While Trump has called global warming a hoax, Dave Joyce is one of the 90 member Climate Solutions Caucus in the House.  

He says it will take more than the United States to solve the problem.

“Remember it’s global warming,” Joyce said. “And until we have India and China doing their fair share of cleaning up their atmosphere and not discharging all those pollutants into the air, we’re really creating problems for ourselves.” 

Trump

Although she may benefit from a referendum on Trump in this election, Rader doesn’t bring him up much. When she does, she talks about human rights.

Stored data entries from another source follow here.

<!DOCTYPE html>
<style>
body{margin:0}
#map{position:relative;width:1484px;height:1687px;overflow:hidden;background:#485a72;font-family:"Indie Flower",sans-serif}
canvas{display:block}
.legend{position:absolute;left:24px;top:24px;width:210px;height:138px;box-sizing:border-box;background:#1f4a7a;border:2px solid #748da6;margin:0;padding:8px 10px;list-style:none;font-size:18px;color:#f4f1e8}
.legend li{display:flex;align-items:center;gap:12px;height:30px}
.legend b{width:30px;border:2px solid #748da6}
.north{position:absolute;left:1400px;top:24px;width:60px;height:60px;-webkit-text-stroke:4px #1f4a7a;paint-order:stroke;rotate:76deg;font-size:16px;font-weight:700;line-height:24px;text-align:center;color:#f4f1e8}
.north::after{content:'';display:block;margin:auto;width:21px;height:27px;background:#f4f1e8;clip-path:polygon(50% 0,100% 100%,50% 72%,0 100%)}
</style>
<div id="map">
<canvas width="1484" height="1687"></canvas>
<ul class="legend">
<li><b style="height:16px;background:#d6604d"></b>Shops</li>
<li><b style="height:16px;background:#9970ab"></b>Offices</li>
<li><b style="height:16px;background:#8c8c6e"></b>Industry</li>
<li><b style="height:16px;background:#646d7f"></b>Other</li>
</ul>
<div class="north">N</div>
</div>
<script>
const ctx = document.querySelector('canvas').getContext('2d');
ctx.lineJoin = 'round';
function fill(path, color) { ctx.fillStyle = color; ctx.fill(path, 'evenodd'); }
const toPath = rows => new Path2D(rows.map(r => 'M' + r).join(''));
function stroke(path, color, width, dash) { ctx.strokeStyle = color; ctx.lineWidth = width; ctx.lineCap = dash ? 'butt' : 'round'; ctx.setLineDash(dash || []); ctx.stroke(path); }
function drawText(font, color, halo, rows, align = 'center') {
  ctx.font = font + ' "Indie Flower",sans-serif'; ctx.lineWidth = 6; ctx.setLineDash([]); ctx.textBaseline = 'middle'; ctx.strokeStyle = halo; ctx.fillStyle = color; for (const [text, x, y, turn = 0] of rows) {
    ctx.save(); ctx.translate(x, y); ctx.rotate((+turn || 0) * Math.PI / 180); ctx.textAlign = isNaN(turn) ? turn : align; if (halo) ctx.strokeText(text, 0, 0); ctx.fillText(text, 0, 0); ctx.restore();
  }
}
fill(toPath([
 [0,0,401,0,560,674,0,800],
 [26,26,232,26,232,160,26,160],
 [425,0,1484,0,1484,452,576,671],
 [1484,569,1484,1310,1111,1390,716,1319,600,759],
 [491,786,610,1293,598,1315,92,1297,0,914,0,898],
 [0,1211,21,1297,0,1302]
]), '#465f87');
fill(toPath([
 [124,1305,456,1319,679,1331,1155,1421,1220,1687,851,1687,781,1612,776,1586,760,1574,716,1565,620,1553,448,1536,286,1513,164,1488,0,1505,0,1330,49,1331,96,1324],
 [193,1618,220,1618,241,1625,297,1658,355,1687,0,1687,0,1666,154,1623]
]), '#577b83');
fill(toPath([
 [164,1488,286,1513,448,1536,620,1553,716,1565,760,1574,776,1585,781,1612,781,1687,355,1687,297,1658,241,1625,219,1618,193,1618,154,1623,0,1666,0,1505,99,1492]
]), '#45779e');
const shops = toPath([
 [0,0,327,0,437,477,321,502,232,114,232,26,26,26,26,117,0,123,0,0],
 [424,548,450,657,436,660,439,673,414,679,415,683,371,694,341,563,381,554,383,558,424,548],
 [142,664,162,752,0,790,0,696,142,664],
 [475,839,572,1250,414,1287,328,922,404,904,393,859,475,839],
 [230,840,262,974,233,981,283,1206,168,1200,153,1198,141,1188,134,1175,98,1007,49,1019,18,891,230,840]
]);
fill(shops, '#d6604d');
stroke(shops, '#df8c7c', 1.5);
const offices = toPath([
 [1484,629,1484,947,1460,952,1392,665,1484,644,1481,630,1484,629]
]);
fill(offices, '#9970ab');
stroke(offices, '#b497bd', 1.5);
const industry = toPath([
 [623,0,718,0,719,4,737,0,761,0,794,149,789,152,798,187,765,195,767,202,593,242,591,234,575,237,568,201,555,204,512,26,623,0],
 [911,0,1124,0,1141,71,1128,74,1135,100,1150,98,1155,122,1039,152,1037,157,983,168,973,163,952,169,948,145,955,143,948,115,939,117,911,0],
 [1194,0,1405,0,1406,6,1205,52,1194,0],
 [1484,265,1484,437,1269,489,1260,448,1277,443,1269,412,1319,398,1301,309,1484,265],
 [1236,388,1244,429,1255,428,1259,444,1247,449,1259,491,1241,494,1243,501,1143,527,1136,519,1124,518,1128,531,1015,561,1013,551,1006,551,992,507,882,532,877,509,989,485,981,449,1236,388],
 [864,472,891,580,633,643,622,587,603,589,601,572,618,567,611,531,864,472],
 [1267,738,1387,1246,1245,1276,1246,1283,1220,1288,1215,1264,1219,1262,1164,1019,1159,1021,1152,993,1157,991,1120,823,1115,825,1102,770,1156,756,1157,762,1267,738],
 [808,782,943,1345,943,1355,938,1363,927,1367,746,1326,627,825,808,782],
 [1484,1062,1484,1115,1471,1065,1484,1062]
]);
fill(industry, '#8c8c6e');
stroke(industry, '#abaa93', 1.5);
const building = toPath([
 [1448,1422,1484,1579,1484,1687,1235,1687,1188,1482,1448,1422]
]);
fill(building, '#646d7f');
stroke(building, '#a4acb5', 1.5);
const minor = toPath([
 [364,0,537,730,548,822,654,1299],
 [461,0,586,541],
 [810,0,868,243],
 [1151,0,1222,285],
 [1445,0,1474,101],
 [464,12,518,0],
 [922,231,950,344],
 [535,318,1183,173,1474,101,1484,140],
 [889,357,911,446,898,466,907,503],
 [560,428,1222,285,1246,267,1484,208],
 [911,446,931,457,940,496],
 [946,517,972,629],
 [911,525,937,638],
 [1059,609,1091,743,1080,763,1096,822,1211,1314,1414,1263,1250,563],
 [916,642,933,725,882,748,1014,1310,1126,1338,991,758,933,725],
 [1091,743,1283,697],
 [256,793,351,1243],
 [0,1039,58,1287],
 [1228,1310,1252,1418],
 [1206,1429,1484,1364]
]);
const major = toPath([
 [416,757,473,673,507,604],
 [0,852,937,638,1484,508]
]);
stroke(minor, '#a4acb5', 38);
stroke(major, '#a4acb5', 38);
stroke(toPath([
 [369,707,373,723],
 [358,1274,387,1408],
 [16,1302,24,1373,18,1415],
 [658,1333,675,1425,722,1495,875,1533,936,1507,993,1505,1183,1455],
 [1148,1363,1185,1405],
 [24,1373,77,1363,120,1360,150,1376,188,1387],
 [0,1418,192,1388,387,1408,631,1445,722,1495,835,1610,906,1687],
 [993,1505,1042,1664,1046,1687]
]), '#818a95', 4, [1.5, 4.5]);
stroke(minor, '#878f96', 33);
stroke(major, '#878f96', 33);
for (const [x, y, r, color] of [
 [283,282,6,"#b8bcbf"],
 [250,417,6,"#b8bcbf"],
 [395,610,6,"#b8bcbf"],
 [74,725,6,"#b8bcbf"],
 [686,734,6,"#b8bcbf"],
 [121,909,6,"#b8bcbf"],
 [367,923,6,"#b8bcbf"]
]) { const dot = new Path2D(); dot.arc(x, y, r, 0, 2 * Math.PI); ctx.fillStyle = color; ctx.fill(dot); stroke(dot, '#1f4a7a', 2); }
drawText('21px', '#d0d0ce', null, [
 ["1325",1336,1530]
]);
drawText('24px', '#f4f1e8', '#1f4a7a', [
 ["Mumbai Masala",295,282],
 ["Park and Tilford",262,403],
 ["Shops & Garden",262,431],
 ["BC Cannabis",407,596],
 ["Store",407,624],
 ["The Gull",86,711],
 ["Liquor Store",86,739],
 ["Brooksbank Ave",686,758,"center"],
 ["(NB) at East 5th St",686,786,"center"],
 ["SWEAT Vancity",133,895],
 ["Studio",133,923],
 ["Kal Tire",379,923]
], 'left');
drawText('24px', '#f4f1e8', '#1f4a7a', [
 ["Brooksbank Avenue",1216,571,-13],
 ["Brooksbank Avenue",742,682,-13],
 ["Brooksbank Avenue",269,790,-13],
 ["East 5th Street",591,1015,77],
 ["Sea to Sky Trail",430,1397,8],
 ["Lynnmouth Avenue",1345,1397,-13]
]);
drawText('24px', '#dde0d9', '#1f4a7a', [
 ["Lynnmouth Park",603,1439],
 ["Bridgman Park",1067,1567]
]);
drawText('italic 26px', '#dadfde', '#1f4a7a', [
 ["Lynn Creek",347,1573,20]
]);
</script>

“We stood not just for human rights in this country, but for human rights all around the world.” Rader said. “And people could look to us to stand up for that, to be a moral arbiter. And that’s what really broke my heart these past few months when I was watching President Trump standing up with Putin, standing with the leader of North Korea.”  

Joyce may have publicly crossed Trump in his TV ad, but he says he’s focused on his constituents and not concerned about repercussions back in Washington.

“The president says a lot of crazy things I don’t necessarily agree with. That doesn’t make it right and I just want to continue doing the job that I have been doing for all of them,” said Joyce. 

President Trump is not planning any appearances to bolster Joyce’s campaign. However, David Cohen of the Bliss Institute says the president could still influence the political landscape. 

“In a few weeks, in a few days, in a few hours the president may tweet something and the entire political environment will have changed by the close of business.”

Cohen considers the 14th District race too close to call.